It Happened Under Porhov

"The sight on the highway changed every day. Most vehicles moved towards Porhov and sometimes there were about twenty or more vehicles in a colon. On the early morning of July 5 we received a message that we have to move onwards. We had a meeting with the boys and I gave them an order to run to the forest when darkness arrives and we receive an order to retreat. The car colon had turned into one winding snake on the road, which had no beginning or end and which was headed towards Porhov. It became more clear that the front was retreating in disorder. Here and there we met single Russian soldiers on the road, who were scared, many of them didn't have guns and for some reason were barefoot.
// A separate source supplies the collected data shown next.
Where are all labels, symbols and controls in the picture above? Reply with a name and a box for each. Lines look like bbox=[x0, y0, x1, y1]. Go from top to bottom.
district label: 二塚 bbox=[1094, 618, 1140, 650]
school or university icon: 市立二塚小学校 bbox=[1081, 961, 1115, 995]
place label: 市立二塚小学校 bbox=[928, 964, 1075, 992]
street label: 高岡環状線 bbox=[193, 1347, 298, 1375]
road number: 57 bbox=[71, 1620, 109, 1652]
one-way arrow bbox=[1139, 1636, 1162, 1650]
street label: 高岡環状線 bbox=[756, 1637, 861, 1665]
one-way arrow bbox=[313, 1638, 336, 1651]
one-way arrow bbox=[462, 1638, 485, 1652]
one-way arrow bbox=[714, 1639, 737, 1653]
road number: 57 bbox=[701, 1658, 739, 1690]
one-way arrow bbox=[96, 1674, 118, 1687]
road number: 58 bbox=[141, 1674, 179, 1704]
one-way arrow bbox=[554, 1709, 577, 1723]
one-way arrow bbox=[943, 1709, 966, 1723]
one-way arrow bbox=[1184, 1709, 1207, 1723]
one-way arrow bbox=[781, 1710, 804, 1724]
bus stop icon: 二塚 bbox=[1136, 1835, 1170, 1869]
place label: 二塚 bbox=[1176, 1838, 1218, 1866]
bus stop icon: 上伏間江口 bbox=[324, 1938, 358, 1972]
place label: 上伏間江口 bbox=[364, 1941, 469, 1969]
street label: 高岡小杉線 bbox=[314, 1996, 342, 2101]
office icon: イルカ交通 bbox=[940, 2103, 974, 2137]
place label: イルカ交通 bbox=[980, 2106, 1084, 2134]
We also received an order to start moving directly towards the front. This was a cheerful message for the men. The plan to escape as soon as possible became even more clear. We began our attack around six in the morning. We were met by some cars, a vehicle behind a vehicle. It was sad to see all this fortune that these devils were taking out of Estonia. Especially maddening was the fact that half of these cars had Estonian and Latvian signs. Unavoidably I felt the wish to see German planes that would kick those vehicles out of their line. We didn't have to wait for long. We had been moving upstream about half an hour until we got the order to rest. I sat on the brink of the ditch with Lieutenant Kõlu to have a smoke. I looked at the sky and saw a 'bird'. I showed it to Kõlu, who screamed: 'Damn, it's a German plane!' I saw how five eggs were falling towards the ground quickly. Not more than 300 meters away an ammunition truck got hit. Terrible crackle and fireworks. The burning car stopped the whole traffic. This attack caused us a lot of trouble as well. The horses broke loose from the men's hands and ran away. The whole line was messed up. The carriage of the suitcases had flown into the ditch. I got my suitcase and it was fine. Estonians started to reload the suitcases, Russians had escaped to the forest. I went to look for them. I found about twenty of them. I made them go to the carriage in front of me. Then the German planes returned and it all happened again.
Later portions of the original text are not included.